The brave words of legislators to remove all lump sums from the 2026 national budget that were convertible to the pork barrel failed to hold after Senate President Pro-Tempore Panfilo Lacson revealed that several conduits for irregularities existed.
Lacson has moved to cut P2 billion from what he described as “redundant” right-of-way (RoW) appropriations under the Department of Public Works and Highways (DPWH), while pushing for structural reforms aimed at curbing corruption in the agency’s 2026 budget.
Such allocations are paid to private property owners affected by the infrastructure buildup.
Lacson also said allocable funds in the proposed budget were more troubling than the defunct pork barrel system, noting they could have cost the government an estimated P180 billion or more through “ghost” flood control projects.
Allocable funds first appeared in 2022 and allowed amounts to be set aside before specific projects were identified, Lacson explained.
He described the practice as “whimsical” and called it baseless, with money allocated before any project was proposed.
He declared: “This is definitely far worse than the pork barrel system, such as the Priority Development Assistance Fund (PDAF), that required project proposals before funds were released.”
The Supreme Court ruled in 2013 that the PDAF and similar pork barrel schemes were unconstitutional.
Under “allocables,” however, allocations precede project identification, undermining the established process.
Lacson warned that this new scheme — enshrined in the 2025 budget — funnels massive sums to lawmakers, party-list groups, and even “non-legislators,” including former officials.
Based on his scrutiny, the 2025 budget assigned as much as P143.5 billion in allocables to the House leadership alone.
The senator’s warning comes amid a broader investigation into alleged anomalies in the flood control projects, many of which have been flagged as “ghost” or overpriced schemes.
Lacson emphasized that the pattern of fund misuse is not isolated: systemic corruption appears to enable inflated budgets, repeated insertions, and duplicate project allocations, raising the risk of the widespread diversion of public funds.
He urged Congress and oversight bodies to require project proposals first — before appropriations — and to increase transparency by exposing who files budget insertions.
Otherwise, he warned, allocables may become another backdoor for the massive misuse of public funds.
Delete suspicious items
During the period of amendments for the proposed 2026 national budget, Lacson sought to delete P1 billion from the DPWH’s “various completed projects for the payments of RoW” and another P1 billion from “various ongoing projects for the payments of RoW,” both lodged under the national or central office.
“The Nationwide/Central Office’s Payments RoW appropriations are redundant, as funds are already allocated regionally. If these funds are essential, they should be allocated to the relevant regions,” Lacson said.
He proposed reallocating the trimmed amount to augment funding for key sectors, such as education, the judiciary, and transportation.

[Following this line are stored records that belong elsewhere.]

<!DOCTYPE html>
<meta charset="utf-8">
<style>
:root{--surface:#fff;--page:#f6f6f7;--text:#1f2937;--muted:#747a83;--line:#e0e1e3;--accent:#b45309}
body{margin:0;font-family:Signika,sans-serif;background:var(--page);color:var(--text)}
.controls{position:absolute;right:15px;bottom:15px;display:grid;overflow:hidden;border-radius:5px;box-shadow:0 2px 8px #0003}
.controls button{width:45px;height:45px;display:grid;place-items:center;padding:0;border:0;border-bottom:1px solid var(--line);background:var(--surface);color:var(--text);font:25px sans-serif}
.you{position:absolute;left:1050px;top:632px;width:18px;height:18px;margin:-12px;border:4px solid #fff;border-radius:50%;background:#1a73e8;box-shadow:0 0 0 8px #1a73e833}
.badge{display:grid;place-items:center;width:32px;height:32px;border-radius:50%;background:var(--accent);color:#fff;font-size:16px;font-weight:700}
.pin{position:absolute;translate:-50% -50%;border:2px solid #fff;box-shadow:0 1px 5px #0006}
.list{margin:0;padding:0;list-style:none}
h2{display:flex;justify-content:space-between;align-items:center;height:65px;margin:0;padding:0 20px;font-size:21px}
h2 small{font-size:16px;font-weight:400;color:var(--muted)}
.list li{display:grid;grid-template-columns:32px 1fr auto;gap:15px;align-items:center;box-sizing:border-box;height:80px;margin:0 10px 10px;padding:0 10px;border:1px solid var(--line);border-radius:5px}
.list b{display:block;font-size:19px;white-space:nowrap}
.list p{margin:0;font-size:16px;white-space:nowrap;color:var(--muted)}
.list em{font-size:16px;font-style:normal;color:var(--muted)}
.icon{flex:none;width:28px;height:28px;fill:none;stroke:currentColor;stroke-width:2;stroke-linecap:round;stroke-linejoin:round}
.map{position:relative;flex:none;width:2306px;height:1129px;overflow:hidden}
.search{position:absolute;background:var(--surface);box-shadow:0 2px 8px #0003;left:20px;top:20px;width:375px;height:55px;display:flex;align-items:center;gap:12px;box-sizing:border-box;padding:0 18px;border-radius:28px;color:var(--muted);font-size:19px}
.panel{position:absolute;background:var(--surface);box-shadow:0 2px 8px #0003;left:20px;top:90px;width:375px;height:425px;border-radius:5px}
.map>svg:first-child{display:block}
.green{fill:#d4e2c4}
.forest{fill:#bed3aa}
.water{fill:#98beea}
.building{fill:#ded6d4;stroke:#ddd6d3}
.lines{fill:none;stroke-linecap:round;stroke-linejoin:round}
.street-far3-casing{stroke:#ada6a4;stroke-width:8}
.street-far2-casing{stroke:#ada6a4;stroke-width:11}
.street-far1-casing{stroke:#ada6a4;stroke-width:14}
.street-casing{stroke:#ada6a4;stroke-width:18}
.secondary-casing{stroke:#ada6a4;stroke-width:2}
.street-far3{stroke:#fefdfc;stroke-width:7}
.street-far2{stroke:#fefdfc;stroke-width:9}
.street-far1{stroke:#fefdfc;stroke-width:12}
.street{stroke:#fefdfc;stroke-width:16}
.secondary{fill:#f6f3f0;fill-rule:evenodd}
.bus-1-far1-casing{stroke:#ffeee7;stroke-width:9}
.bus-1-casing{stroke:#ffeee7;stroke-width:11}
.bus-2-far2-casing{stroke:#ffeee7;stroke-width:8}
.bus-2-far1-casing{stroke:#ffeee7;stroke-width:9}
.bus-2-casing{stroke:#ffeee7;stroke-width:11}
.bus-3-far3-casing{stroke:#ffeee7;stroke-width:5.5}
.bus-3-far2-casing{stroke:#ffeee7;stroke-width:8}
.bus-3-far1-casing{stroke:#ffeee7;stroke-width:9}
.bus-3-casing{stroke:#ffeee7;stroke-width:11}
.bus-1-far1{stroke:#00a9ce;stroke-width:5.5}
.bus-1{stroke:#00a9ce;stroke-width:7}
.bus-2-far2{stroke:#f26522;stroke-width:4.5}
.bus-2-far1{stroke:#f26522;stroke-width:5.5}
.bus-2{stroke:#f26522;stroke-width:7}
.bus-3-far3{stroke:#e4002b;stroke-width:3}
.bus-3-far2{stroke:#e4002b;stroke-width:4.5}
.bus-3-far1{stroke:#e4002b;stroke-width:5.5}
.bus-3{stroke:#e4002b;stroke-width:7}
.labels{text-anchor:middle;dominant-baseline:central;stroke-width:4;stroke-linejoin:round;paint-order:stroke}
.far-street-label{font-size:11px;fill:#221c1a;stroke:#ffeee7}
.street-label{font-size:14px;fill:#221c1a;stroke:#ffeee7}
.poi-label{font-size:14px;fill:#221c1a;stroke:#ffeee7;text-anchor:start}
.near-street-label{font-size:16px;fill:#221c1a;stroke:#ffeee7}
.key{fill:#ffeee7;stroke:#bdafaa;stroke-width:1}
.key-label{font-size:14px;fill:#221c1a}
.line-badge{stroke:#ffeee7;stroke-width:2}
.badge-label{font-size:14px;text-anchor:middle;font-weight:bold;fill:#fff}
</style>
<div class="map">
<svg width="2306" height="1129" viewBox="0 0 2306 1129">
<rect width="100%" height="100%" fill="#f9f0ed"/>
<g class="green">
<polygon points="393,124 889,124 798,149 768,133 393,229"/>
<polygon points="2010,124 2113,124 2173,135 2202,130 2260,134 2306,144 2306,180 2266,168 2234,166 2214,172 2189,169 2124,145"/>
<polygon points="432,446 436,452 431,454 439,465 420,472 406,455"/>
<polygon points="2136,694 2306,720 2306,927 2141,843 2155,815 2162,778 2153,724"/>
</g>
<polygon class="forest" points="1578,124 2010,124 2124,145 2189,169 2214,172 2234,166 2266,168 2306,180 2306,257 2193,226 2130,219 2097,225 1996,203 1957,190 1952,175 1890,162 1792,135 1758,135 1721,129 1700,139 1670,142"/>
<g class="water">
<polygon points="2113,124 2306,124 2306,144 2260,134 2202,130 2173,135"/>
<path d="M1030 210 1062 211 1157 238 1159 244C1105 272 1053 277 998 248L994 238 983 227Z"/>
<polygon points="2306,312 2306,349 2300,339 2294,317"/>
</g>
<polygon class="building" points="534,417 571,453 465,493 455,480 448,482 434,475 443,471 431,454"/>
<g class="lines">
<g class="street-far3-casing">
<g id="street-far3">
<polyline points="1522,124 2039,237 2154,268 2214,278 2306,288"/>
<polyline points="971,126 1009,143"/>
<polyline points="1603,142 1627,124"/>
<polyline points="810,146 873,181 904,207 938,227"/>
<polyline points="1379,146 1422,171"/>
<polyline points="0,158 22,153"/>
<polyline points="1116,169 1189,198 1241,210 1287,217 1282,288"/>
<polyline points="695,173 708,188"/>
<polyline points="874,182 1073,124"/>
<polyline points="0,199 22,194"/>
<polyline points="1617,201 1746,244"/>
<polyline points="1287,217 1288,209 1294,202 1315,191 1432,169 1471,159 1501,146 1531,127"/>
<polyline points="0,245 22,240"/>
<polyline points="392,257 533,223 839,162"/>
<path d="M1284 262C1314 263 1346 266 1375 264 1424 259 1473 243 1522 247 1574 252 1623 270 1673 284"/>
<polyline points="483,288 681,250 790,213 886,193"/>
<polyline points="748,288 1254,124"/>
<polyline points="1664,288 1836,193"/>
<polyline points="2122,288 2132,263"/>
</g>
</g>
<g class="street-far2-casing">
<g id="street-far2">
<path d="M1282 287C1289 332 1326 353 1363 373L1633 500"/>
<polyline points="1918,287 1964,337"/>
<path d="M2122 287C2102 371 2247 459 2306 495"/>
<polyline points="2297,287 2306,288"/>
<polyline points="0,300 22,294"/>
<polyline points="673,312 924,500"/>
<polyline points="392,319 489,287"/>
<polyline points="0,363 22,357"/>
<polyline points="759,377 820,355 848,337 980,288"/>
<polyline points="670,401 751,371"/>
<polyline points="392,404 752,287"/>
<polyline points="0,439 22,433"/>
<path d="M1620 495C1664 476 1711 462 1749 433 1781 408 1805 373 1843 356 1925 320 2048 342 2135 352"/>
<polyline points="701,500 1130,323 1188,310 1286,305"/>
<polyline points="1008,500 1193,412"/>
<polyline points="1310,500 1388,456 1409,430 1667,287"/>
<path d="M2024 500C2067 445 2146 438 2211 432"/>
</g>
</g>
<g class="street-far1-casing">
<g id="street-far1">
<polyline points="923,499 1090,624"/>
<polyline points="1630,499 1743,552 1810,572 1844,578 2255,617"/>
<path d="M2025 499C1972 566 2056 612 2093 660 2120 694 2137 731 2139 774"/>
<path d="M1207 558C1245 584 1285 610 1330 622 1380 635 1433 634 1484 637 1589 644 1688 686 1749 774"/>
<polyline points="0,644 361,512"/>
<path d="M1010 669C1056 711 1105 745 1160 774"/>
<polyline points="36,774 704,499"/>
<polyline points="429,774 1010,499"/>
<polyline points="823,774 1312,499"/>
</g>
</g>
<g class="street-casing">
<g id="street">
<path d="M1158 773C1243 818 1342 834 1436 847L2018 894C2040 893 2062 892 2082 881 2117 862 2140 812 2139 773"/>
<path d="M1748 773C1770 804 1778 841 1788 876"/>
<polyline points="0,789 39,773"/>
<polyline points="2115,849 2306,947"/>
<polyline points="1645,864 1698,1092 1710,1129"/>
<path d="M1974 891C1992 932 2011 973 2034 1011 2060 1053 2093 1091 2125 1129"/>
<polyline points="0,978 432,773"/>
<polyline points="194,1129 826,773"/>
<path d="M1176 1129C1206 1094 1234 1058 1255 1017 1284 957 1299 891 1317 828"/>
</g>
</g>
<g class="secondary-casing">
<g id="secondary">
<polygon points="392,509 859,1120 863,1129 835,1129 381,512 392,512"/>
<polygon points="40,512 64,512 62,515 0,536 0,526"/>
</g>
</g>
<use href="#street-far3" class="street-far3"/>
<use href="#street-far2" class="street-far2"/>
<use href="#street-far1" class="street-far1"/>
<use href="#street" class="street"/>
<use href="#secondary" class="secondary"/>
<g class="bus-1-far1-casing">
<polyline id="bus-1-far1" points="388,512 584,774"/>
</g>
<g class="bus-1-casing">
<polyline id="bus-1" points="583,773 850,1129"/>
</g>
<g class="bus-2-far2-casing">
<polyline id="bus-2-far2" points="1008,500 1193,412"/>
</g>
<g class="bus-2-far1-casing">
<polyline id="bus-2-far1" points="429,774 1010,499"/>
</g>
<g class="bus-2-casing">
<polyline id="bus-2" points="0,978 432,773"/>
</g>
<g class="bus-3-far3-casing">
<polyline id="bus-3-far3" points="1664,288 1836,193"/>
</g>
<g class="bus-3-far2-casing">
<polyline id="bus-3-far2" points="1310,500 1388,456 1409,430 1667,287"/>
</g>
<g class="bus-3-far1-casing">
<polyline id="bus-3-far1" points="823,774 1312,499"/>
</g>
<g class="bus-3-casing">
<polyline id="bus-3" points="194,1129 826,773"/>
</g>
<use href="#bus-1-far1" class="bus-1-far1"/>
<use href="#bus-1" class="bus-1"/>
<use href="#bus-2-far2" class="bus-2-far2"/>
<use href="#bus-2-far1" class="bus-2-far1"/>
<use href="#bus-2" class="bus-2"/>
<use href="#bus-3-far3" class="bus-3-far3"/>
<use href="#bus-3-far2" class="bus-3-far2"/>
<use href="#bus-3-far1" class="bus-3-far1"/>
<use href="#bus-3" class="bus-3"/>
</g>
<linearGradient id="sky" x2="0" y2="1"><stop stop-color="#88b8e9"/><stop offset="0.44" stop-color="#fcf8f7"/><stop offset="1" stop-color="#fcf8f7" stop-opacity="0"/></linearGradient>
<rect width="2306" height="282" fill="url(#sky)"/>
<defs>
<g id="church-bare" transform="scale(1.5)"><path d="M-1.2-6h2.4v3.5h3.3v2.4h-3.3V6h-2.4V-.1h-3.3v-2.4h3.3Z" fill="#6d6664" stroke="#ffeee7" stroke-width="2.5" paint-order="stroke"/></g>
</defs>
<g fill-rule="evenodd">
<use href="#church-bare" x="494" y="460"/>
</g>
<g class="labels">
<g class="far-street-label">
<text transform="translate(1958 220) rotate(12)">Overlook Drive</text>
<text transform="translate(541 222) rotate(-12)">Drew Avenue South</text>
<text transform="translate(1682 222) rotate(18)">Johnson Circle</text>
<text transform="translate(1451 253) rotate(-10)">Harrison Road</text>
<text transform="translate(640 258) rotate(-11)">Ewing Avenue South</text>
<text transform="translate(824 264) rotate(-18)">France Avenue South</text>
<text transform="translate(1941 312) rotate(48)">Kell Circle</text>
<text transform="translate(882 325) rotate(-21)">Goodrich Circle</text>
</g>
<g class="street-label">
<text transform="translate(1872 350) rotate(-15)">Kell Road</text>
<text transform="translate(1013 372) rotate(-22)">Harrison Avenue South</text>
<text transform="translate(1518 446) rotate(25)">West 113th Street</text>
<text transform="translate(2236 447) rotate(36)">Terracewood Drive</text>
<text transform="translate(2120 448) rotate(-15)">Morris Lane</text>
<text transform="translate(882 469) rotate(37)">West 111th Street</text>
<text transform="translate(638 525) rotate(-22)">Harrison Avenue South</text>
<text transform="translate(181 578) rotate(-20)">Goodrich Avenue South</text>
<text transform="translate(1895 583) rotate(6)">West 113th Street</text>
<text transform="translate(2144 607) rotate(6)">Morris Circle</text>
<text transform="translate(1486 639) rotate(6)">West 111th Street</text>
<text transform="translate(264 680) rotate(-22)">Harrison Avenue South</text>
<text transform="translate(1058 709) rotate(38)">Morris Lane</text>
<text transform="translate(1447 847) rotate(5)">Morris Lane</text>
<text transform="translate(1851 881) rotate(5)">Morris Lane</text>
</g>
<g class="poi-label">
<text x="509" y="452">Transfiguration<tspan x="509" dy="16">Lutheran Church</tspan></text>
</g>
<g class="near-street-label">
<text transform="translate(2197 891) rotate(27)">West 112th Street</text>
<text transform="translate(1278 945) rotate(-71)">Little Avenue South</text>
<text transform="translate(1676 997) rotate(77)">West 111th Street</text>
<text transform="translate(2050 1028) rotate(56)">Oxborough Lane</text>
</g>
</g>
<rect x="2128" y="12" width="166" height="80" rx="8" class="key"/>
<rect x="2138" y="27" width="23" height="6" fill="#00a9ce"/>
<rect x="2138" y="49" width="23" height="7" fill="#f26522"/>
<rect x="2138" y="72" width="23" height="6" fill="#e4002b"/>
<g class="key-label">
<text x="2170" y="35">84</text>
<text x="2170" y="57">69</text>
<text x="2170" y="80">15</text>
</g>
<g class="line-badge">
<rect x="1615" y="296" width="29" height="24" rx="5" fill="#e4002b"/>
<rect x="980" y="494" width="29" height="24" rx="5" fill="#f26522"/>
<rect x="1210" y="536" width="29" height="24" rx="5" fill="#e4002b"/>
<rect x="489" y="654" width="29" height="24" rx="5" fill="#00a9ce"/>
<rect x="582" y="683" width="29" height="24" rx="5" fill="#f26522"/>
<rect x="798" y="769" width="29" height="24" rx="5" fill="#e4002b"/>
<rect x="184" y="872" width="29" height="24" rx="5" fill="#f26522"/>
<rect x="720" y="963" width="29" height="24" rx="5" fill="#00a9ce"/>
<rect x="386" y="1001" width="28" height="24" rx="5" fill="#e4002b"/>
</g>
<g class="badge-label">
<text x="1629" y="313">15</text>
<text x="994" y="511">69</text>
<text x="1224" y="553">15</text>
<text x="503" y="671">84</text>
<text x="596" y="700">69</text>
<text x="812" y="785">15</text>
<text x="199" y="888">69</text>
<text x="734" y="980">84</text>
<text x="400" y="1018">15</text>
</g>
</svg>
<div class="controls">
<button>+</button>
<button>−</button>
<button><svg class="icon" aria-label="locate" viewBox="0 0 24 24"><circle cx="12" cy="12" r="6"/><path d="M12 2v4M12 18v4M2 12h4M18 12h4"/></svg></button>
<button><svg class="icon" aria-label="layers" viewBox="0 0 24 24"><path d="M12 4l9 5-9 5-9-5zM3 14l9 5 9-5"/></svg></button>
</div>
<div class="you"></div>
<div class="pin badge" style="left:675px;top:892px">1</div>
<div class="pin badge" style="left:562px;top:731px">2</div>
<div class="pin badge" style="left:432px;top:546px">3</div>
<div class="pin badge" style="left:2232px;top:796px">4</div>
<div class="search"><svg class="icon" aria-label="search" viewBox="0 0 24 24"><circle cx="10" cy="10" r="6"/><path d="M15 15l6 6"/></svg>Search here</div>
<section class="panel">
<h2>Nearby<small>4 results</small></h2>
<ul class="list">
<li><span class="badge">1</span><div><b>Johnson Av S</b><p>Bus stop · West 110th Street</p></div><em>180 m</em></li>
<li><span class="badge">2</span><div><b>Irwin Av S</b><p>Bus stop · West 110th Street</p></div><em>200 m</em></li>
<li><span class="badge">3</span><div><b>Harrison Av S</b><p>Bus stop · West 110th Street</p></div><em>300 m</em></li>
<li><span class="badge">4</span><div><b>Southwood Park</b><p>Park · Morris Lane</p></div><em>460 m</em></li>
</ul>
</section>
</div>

Among the amendments he introduced were the transfer of P2.7277 billion from Tulong Dunong to the Tertiary Education Subsidy; an allocation of P30 million for UP NCPAG’s Governance Reform, Innovation and Transformation Collaboratory (GRIT Labs); a P90.991 million increase for the Anti-Red Tape Authority; P400 million for the Department of Transportation’s Cordillera regional office; P243.79 million for the Supreme Court’s Judicial Integrity Office; P223.664 million for the Court of Appeals, whose proposed budget had faced major reductions in the National Expenditure Program; and P28.5 million for the Development Academy of the Philippines’ Graduate School of Public and Development Management.
Meanwhile, Senator Sherwin Gatchalian, who presided over the Senate finance subcommittee handling the DPWH budget, thanked Lacson for “helping the committee find resources” for priority programs.
Beyond budget realignments, Lacson also pressed for new special provisions meant to institutionalize long-term anti-corruption safeguards in infrastructure planning and implementation.
He proposed that the DPWH be required to update its design manuals for highways, bridges, and flood control structures, noting the need for climate-resilient and modern engineering standards.
“By ensuring that the design manuals for key infrastructure are updated and consultative, we can foster foresight, strategic and climate-smart development in DPWH’s project implementation,” he said.
Lacson likewise urged the adoption of a five-year roadmap for digital planning, design, construction, maintenance, and management, including the full integration of Building Information Modeling (BIM) in government infrastructure projects.
The BIM, widely used in other countries, provides a digital representation of a facility’s physical and functional characteristics, allowing for tighter project monitoring, reduced leakages, and enhanced transparency.
“Recent events demonstrate that the scale, complexity, and fragmented nature of infrastructure projects create the opportunity for corruption,” Lacson said.
“It is therefore an opportune time to adopt a technology that will ensure efficiency, transparency, and integrity in our infrastructure projects,” he added.